Sınır dışına çıkanlar Türkiye’ye sığındı. İran, Obama dönemindeki desteği göremeyince Rusya ile sahada var olma yolunu tercih etti. Amerika, kendi uzun vadeli stratejik hedefi için Mümbiç’ten, İran sınırına kadar olan bölgede PYD-YPG/PKK terör örgütü üzerinden kuzeyde bir alan açtı. Türkiye, Zeytin Dalı ve Fırat Kalkanı ile terör koridorunun “batı kapısı”nı, Pençe-1 ve Pençe-2 harekatıyla (Kuzey Irak) doğu kapısını kapattı.
Sonuçta, bütün taraflar sahadaki varlıklarını siyaseten de yerleşik hale getirmeye çalışıyor.
Türkiye’nin “Suriye’nin toprak bütünlüğü” konusunda Rusya ve İran ile ortak perspektifi var.

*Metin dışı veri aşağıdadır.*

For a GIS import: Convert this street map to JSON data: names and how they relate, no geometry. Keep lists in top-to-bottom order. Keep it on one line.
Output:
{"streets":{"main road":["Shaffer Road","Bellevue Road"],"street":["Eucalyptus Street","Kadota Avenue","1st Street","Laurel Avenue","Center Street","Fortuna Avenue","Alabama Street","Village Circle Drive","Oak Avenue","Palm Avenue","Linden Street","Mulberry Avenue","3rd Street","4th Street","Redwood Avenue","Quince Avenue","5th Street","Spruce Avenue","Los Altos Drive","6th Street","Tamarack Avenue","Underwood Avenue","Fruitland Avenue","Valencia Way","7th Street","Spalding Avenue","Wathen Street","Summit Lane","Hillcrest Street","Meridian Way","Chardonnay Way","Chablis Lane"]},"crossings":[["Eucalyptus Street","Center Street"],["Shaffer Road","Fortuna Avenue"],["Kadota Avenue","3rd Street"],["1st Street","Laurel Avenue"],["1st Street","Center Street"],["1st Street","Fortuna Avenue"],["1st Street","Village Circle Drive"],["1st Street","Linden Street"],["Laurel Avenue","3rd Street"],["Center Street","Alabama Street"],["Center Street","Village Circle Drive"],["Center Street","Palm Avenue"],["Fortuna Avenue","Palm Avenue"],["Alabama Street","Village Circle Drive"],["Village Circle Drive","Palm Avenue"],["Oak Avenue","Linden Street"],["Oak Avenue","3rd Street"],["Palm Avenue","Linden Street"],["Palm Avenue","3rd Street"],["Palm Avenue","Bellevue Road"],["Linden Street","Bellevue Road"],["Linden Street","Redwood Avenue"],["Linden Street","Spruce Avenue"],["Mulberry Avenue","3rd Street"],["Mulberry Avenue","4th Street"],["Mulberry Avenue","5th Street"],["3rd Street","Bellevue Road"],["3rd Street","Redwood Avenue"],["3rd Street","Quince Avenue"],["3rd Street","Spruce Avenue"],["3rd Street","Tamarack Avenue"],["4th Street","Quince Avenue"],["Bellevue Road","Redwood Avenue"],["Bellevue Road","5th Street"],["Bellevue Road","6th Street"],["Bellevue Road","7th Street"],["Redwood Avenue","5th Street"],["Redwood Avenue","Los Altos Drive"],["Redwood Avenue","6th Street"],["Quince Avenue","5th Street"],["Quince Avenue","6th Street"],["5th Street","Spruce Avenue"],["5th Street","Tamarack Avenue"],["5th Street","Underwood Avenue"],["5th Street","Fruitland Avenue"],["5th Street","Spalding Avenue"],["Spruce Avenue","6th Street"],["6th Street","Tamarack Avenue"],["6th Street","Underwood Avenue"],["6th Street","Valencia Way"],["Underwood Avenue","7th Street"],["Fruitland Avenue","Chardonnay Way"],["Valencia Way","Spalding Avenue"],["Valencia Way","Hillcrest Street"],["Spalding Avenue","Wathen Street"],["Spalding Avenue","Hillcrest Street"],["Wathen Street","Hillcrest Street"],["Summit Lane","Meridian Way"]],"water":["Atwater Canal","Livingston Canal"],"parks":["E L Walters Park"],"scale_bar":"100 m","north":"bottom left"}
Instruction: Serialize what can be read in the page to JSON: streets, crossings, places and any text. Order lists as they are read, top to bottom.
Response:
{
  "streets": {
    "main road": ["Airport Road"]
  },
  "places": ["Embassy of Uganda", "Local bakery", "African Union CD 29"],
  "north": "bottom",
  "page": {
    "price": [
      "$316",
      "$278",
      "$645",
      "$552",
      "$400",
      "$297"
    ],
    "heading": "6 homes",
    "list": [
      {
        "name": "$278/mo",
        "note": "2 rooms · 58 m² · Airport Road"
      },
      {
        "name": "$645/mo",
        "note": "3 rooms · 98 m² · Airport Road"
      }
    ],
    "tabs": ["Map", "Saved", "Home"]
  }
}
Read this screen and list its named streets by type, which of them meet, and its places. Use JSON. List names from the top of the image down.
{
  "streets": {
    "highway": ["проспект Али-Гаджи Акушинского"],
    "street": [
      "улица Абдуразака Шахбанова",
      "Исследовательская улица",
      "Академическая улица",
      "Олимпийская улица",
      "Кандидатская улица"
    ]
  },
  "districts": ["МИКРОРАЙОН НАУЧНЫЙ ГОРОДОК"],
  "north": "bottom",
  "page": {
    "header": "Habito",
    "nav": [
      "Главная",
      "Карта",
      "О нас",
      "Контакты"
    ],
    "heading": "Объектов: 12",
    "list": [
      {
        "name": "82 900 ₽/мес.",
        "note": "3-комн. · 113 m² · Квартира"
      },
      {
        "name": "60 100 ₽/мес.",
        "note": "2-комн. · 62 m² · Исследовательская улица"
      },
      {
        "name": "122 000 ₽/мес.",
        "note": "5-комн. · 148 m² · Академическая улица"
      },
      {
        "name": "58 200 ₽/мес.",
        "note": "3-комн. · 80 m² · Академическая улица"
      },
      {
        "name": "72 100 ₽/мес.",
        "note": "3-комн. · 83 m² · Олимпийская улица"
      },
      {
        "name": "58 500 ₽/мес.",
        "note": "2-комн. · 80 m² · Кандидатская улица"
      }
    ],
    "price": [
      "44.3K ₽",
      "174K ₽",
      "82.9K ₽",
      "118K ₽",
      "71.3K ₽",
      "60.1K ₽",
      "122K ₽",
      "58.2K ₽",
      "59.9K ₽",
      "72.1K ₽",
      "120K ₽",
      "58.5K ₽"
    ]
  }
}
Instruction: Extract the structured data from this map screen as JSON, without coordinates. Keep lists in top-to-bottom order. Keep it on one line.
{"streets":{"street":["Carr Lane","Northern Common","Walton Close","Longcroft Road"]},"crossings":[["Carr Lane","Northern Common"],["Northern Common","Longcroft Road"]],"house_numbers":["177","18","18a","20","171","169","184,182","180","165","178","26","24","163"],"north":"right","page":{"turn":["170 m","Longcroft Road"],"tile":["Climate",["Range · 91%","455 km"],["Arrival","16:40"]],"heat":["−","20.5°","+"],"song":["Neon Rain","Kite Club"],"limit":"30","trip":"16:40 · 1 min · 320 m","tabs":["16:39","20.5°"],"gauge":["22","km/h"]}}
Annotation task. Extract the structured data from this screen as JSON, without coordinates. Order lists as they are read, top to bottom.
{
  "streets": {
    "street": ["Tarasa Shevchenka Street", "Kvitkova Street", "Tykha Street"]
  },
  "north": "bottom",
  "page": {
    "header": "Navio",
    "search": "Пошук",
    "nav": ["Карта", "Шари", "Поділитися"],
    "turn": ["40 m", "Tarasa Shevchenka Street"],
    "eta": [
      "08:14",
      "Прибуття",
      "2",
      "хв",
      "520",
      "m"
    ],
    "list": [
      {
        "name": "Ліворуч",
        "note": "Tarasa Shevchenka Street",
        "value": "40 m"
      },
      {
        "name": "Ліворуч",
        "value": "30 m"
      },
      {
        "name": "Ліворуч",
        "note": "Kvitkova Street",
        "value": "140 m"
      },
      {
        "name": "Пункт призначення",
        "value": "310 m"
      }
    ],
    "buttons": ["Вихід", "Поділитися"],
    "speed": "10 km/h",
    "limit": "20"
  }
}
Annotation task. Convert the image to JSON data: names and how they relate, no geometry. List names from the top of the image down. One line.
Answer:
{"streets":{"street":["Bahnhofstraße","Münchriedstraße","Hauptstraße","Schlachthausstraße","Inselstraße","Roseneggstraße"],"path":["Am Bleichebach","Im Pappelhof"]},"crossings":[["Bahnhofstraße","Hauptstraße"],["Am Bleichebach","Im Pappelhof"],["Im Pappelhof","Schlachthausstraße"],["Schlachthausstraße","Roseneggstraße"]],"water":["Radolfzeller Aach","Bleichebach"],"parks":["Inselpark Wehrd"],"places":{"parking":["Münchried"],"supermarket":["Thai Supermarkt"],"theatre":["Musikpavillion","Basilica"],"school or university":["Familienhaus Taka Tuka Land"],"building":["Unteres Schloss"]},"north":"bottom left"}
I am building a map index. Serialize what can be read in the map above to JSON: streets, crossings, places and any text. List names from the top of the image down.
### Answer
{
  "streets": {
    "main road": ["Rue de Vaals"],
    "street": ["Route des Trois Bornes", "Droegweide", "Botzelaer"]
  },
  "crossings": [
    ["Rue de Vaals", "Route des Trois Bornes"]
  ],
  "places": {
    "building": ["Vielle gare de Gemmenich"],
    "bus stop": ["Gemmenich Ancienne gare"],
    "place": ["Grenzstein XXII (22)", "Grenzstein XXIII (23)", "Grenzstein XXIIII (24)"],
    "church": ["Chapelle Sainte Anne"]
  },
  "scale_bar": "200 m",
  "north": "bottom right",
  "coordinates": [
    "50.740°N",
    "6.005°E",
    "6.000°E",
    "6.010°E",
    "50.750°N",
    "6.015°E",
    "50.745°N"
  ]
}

“Sahadaki bütün terör örgütleriyle mücadele” konusundaysa hem Rusya hem İran’ın ikircikli tavrını biliyoruz. İdlib özelinde yaşanan süreçte Türkiye’nin de terör listesine aldığı HTŞ dışında neredeyse Rusya ve İran’ın terörist dediği ile Türkiye’nin tanımları arasında farklar var. Bu farklar yüzündendir ki İdlib’te orantısız bir müdahale söz konusu.